Shortly after we ported SHENZHEN SOLITAIRE to MS-DOS, I started working on a version of HACK*MATCH for the Sega Saturn. (I have one and love it! It’s a fun console with a surprisingly solid and acquirable library of games.) Even though I found a game engine that would have made it easy and convinced Keith to help, we ended up bailing on the project because no one would be able to play it; you’d either need a soft-modded Sega Saturn (so, no one?) or an emulator (none of which seemed to support CD audio).
I never owned an NES but I’d seen a little about the architecture and found it intriguing. (The TEC Redshift in EXAPUNKS is kind of inspired by it, although I guess most game consoles from that era are the same, with sprites and tiles and square waves and stuff.) And, considering that NES emulators are a completely solved problem, and that you can even purchase cheap, flashable NES cartridges that work in unmodded consoles, I figured we could make an NES port and people might pay attention.
And then we spent two years working on it. Ugh!
This wasn't exactly a money-making project, but we did run an IndieGoGo campaign to make and sell physical cartridges, which came with a ROM file and the source code for the game and its compiler. If you're looking for a physical cartridge you can buy one from the Zachtronics pop-up store. If you're looking for the ROM file and source code you can buy it from our itch.io page. If you just want to see some neat pictures and code snippets, keep scrolling.

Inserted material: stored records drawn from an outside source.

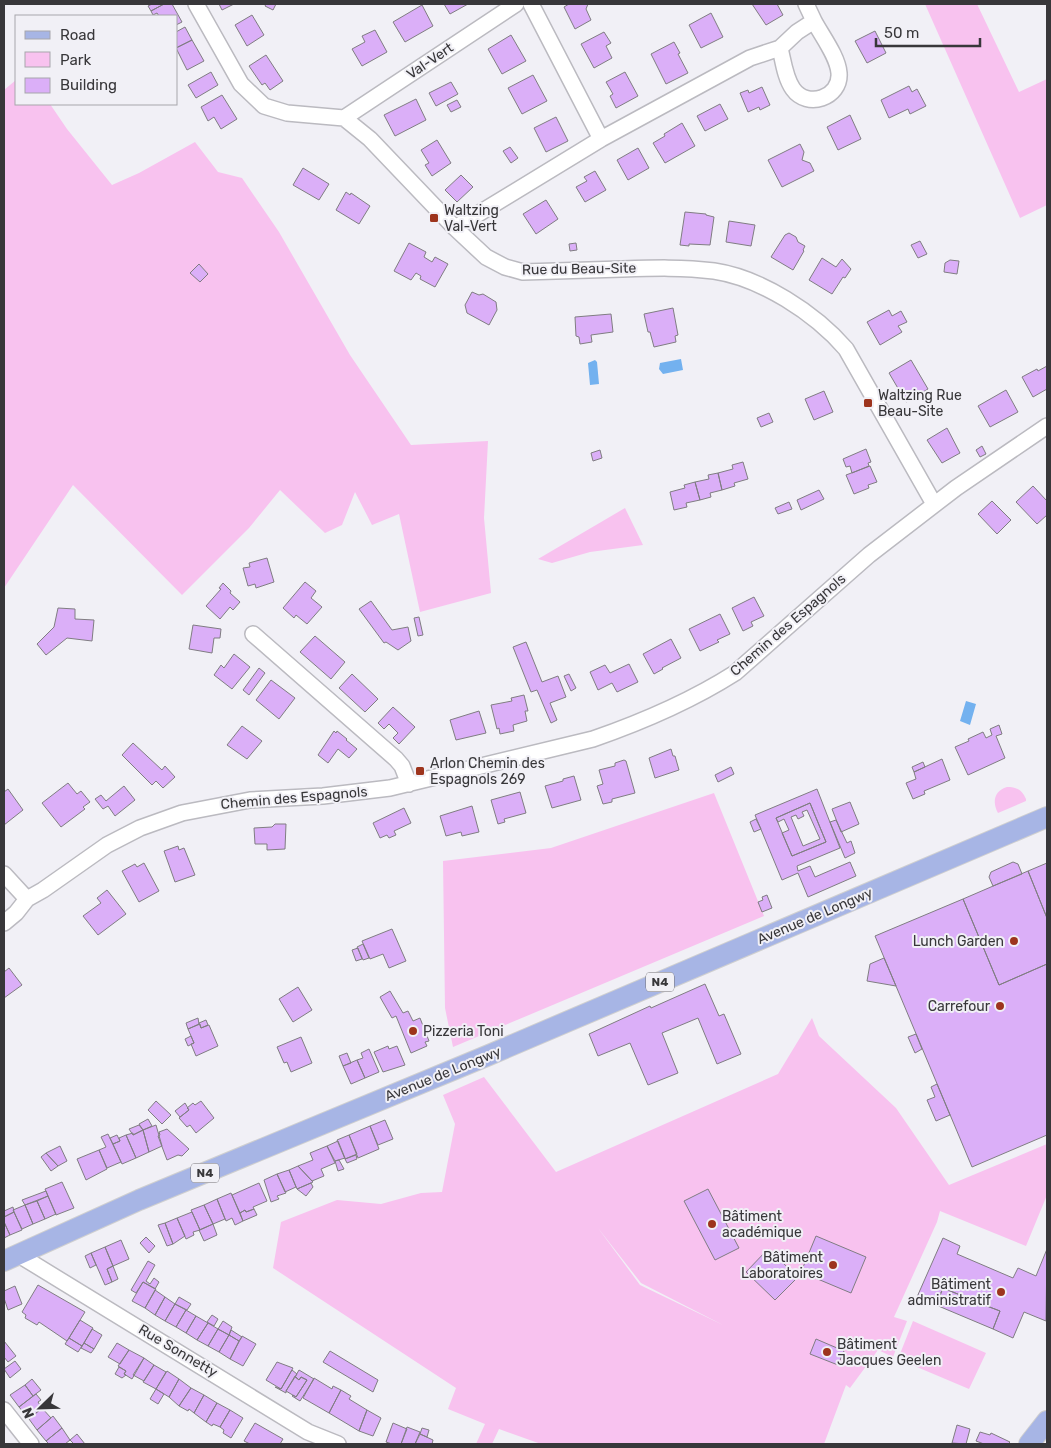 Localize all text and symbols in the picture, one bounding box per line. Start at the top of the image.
legend [15,15,178,105]
scale bar [876,15,980,47]
text: 50 m [884,24,919,42]
text: Road [60,26,96,44]
street label: Val-Vert [403,39,457,83]
text: Park [60,51,91,69]
text: Building [60,76,117,94]
place label: Waltzing Val-Vert [444,202,499,235]
marker: Waltzing Val-Vert [428,212,440,224]
street label: Rue du Beau-Site [522,260,636,278]
place label: Waltzing Rue Beau-Site [878,387,962,420]
marker: Waltzing Rue Beau-Site [862,397,874,409]
street label: Chemin des Espagnols [727,570,849,680]
place label: Arlon Chemin des Espagnols 269 [430,755,545,788]
marker: Arlon Chemin des Espagnols 269 [414,765,426,777]
street label: Chemin des Espagnols [220,783,368,813]
street label: Avenue de Longwy [755,884,875,948]
place label: Lunch Garden [913,933,1004,950]
marker: Lunch Garden [1008,935,1020,947]
road number: N4 [646,972,674,992]
place label: Carrefour [928,998,991,1015]
marker: Carrefour [994,1000,1006,1012]
place label: Pizzeria Toni [423,1023,504,1040]
marker: Pizzeria Toni [407,1025,419,1037]
street label: Avenue de Longwy [382,1043,504,1105]
road number: N4 [191,1164,219,1182]
place label: Bâtiment académique [722,1208,802,1241]
marker: Bâtiment académique [706,1218,718,1230]
place label: Bâtiment Laboratoires [741,1249,824,1282]
marker: Bâtiment Laboratoires [827,1259,839,1271]
place label: Bâtiment administratif [908,1276,992,1309]
marker: Bâtiment administratif [995,1286,1007,1298]
street label: Rue Sonnetty [135,1321,221,1381]
place label: Bâtiment Jacques Geelen [837,1336,941,1369]
marker: Bâtiment Jacques Geelen [821,1346,833,1358]
north arrow [15,1383,65,1433]
text: N [19,1405,38,1421]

The best (or worst?) part of developing a game for the NES is how limited the graphics hardware is. This is not an NES development tutorial, so I’m not going to explain it in depth, or even accurately, but you should know that:
Making a block-based action puzzle like HACK*MATCH on the NES is almost certainly going to require drawing all the blocks as the background (rather than having them be sprites). The blocks in HACK*MATCH are large, so it was easy to make them 16x16 and give each block its own color palette. The hardest part was figuring out how to have 5 different color blocks with only 4 palettes. We ended up making both the red and purple blocks use the same pink highlight color, which allowed us to store some grays in the other palettes to draw the UI frame (palettes 2 and 3) and lock blocks (palette 1).
For small graphics that needed different colors or did not align neatly to the background grid we were able to use sprites, so long as we didn’t run over the per-scanline (8) or per-screen (64) limits. The main uses of this ended up being the players' EXA cursors (so that we could use more grays and have them “hold” a block drawn behind them in the background) and most of the text (so that we could perfectly align it and use brighter colors).
We use our own game engine for all of our real games, and one of its features is that it automatically pulls all of our content (textures, sounds, music, etc.) into the code as constants so that they’re easy to reference. I ended up writing something similar for HACK*MATCH, so that we could create a bunch of PNGs and have them be automatically packed into the two tile banks of our 8K CHR-ROM.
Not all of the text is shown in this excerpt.